Until that moment, it had not really occurred to me — or my mothers, even though one is an ObGyn — that I might have half siblings out there. It makes no sense that we didn’t think about that, because my parents deliberately chose a donor whose sperm had successfully produced at least one live birth, whose sperm had, in a sense, “worked.” I think they were just so focused on thinking about the new family they were creating that they never stopped to think about the implications of the huge, inadvertent social experiment they were joining.

The news about the two kids at camp made me curious to find out if I had half siblings that I did not know about. So that same month, last August, when I was 19, I dug up the questionnaire, went to the sibling registry for California Cryobank, the largest sperm bank in the nation, and typed in the donor’s number. I landed on a message board for children of my particular donor and saw about a dozen cryptic user names of various mothers or children who were perhaps hesitant to reveal themselves completely. One jumped out at me — it said jplamb.

I grew up in Oakland, but I spent a semester in high school at a program in New York for kids interested in experiential learning, and one friend I made there, I knew, had two mothers who used a sperm donor to conceive him. His name was Gus Lamb. Right away, I texted him to ask if he had registered on the California Cryobank. He said he had. We exchanged donor numbers, and then we knew: We were half siblings.

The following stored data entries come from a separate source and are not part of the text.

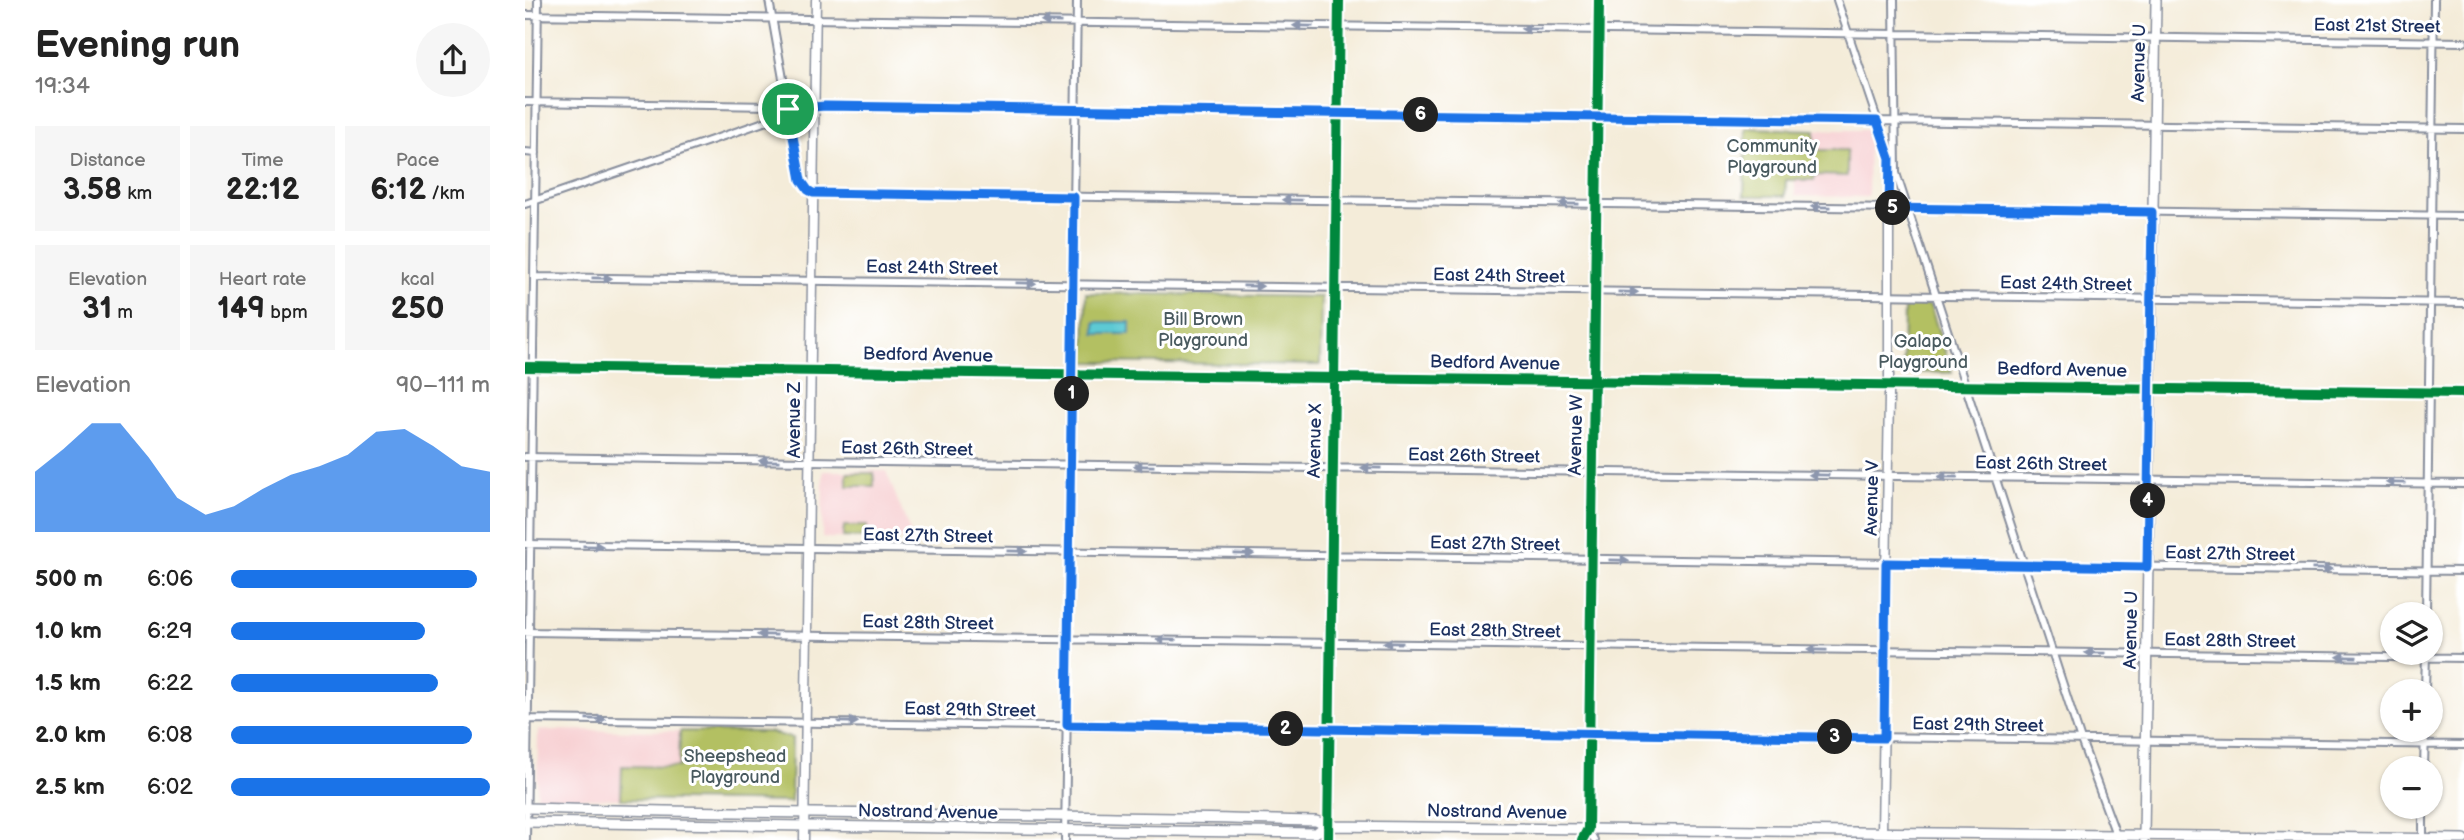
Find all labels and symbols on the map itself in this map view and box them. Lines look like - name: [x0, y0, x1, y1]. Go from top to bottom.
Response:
- street label: East 21st Street: [2313, 14, 2441, 38]
- one-way arrow: [1040, 16, 1062, 28]
- one-way arrow: [1292, 20, 1314, 32]
- one-way arrow: [1519, 23, 1541, 35]
- street label: Avenue U: [2128, 24, 2150, 102]
- pin: [758, 79, 818, 139]
- pin: 6: [1403, 97, 1439, 132]
- park label: Community Playground: [1727, 136, 1818, 178]
- pin: 5: [1875, 190, 1911, 226]
- one-way arrow: [1281, 194, 1303, 206]
- one-way arrow: [1558, 198, 1580, 210]
- one-way arrow: [1810, 202, 1832, 213]
- street label: East 24th Street: [866, 256, 999, 280]
- street label: East 24th Street: [1433, 264, 1566, 288]
- one-way arrow: [592, 272, 614, 284]
- street label: East 24th Street: [2000, 272, 2133, 296]
- one-way arrow: [1015, 277, 1037, 289]
- one-way arrow: [1242, 280, 1264, 292]
- one-way arrow: [1617, 286, 1639, 298]
- park label: Bill Brown Playground: [1158, 309, 1248, 351]
- park label: Galapo Playground: [1878, 331, 1968, 373]
- street label: Bedford Avenue: [863, 343, 994, 367]
- street label: Bedford Avenue: [1430, 351, 1561, 375]
- street label: Bedford Avenue: [1997, 358, 2128, 382]
- pin: 1: [1055, 376, 1089, 412]
- street label: Avenue Z: [784, 382, 805, 458]
- street label: Avenue W: [1565, 394, 1587, 476]
- street label: Avenue X: [1304, 403, 1326, 478]
- street label: East 26th Street: [841, 437, 974, 461]
- street label: East 26th Street: [1408, 444, 1541, 468]
- street label: East 26th Street: [1975, 452, 2108, 476]
- one-way arrow: [758, 455, 780, 467]
- one-way arrow: [1133, 460, 1155, 472]
- street label: Avenue V: [1861, 460, 1883, 536]
- one-way arrow: [1360, 462, 1382, 474]
- one-way arrow: [1808, 469, 1830, 481]
- one-way arrow: [1937, 471, 1959, 483]
- one-way arrow: [2385, 477, 2407, 489]
- pin: 4: [2131, 484, 2165, 518]
- street label: East 27th Street: [863, 524, 994, 548]
- street label: East 27th Street: [1430, 532, 1561, 556]
- one-way arrow: [582, 540, 604, 551]
- street label: East 27th Street: [2165, 542, 2296, 566]
- one-way arrow: [1006, 545, 1028, 557]
- one-way arrow: [1233, 548, 1255, 560]
- one-way arrow: [1608, 554, 1630, 566]
- one-way arrow: [2311, 564, 2333, 575]
- street label: Avenue U: [2120, 591, 2142, 669]
- street label: East 28th Street: [862, 611, 995, 635]
- street label: East 28th Street: [1429, 619, 1562, 643]
- one-way arrow: [756, 629, 778, 640]
- street label: East 28th Street: [2164, 629, 2297, 653]
- one-way arrow: [1155, 634, 1177, 646]
- one-way arrow: [1382, 637, 1404, 649]
- one-way arrow: [1806, 644, 1828, 655]
- one-way arrow: [2084, 647, 2106, 659]
- one-way arrow: [2336, 651, 2358, 662]
- street label: East 29th Street: [904, 698, 1037, 722]
- pin: 2: [1269, 712, 1303, 746]
- one-way arrow: [585, 713, 607, 725]
- street label: East 29th Street: [1912, 713, 2045, 737]
- one-way arrow: [837, 716, 859, 728]
- pin: 3: [1817, 720, 1853, 754]
- park label: Sheepshead Playground: [684, 746, 786, 788]
- street label: Nostrand Avenue: [858, 800, 999, 824]
- street label: Nostrand Avenue: [1427, 800, 1568, 824]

It was a moment of glee but also of horror. I knew that as a story it was mind-blowing, but it was also disturbing — to have the script switched, to go from friends to brothers. In our experiential-learning program, we were constantly being asked to write personal essays to try to understand our lives. For four months, we were doing that and reading each other’s work and sleeping on the same floor of a dorm, all the while not knowing that we were half brothers — the perversity of that was not lost on either of us.

Sheepishly, we both wondered how that was possible: How could we not have somehow known? But at the same time, we both recognized that it didn’t seem so obvious. I had this suspicious feeling that scientists were conducting an experiment, had taken a lunch break and then forgotten to check back. But no one was watching through the two-way mirror, and instead we were stuck looking at each other, reflected and refracted, different people, but the same, mouths agape. If it was an experiment, the variables had not yielded some thrilling result. There had been no instant connection or unbreakable bond, and we easily lost touch when the program ended.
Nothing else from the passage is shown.